Hi Lars,
[email protected] wrote:
https://www.reddit.com/r/linuxsucks/comments/1i8d1yw/gnustep_is_supposed_to_be_great_but_i_cant_get_it/
I don’t want to spread negative vibes, but please let that sink in. We
are doing great work, but we don’t communicate it the right way.
sorry, but you should have learned that this kind of emails does spread
negative vibes. And you are also wrong stirring up the pot intentionally
calling this "presentation to the world & communication".
I will auto-mute myself on this thread, but you are a long time
participant in this community, so I value your inputs. But you should
also know how discussions react and evolve. Facts are important, FUD is
less.
You get a discussion out of "linuxsucks" with additional pointers to "I
hate linux". Just to give the objectiveness where you get the comments
from to stir up the pot.
This guy has an issue and just posts a rant on the internet. So what? do
you know how many rants are on the internet? He essentially has an issue
with getting "something" of GNUstep not working on Arch linux. The rest
is then a typical bunch of negative comments you can read for every
topic, be it class interface of iOS 26 to the new Firefox release, it is
IT. It is bashing frustration.
There are bazillion of linux distributions. We can't support them all or
offer tutorials for them all.
Does GNUstep work? for sure. On a curated linux distribution like Debian
installing a GNUstep app like GNUMail or ProjectCenter will just work:
packages are there, maintained and reasonably up-to-date (or in testing
very up-to-date even!).
But let me do some quick fact checking.
1) were there posts on the mailing lists about Arch? not that I know of.
Were there issues reported on github for Arch? not that I remember, but
my memory is fragile. I see nothing at a first glance on the tracker.
2) what issue does the user have? what does "can't get to work" ? Does a
specific app not work? does it fail to install from packages? does core
not build from source? we don't know!
That is not much...
let me do some other homework.
Does Arch linux offer GNUstep packages? how up-to-date are they?
https://archlinux.org/packages/?q=gnustep
Interesting. Only base. No Gui.
Typical apps (GNUMail, GWorkspace, SystemPreferences, Gorm...) aren't
present either.
Then I found this:
https://aur.archlinux.org/packages/gnustep-gui
It tells us two things:
- they use gcc-libs and gcc-objc: a very well proven configuration which
works since years on a broad spectrum of
- the reverse dependencies show us a whole load of packages (44) so
apparently they are prepared to offer a lot of GNUstep! GNUmail, Cenon &
PikoPixel. Gorm! Apparently they miss ProjectCenter and InnerSpace. At
least for the latter, I don't see a blocker, but a pity. Still... a lot.
This also means it must be some kind of "temporary" problem and that
gnustep worked in the past.
apparently they had an issue building libs-gui but also the maintainer
says on 20 May that the problem is solved.
Now I don't know why my first query about packages does not find them.
Not expert enough about Arch.
As a summary, the frustration of the user appears to come from an Arch
packaging issue which is in resolution, but I am unsure.

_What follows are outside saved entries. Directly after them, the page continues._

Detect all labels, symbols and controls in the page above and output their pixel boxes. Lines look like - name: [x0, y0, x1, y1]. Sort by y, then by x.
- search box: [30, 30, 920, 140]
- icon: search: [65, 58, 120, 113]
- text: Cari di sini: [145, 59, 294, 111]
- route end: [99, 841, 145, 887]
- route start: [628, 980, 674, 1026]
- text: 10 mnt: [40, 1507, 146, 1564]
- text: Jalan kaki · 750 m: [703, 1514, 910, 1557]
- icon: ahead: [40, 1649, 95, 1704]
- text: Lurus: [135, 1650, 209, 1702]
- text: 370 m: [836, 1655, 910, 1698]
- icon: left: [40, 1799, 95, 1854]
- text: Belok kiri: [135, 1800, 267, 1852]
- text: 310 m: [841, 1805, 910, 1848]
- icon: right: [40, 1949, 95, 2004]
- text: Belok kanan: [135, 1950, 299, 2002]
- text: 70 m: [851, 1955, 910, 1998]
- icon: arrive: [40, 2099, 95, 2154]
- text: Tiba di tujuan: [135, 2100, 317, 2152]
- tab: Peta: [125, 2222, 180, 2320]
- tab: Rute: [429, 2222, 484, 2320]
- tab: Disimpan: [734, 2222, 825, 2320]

In the past, we
were contacted. "I have contacted the gnustep team and they are working
on a fix to add support for flite..."
We were not reached out to help in the resolution, maybe it is internal
of Arch, given the comment "@simona this isn't a problem with 0.32 since
it's up to date with the removal of GSLock in gnustep-base."
If you want to solve any specific issue, you can contact me in the
language you prefer. If you have a direct contact with an Arch user or
package maintainer, we can help him smooth out things. If you want to
work on Arch support, write a guide, I will follow you.
If you want just to stir up things in a generic way because of some
"linux sucks" ranting, I will not follow you.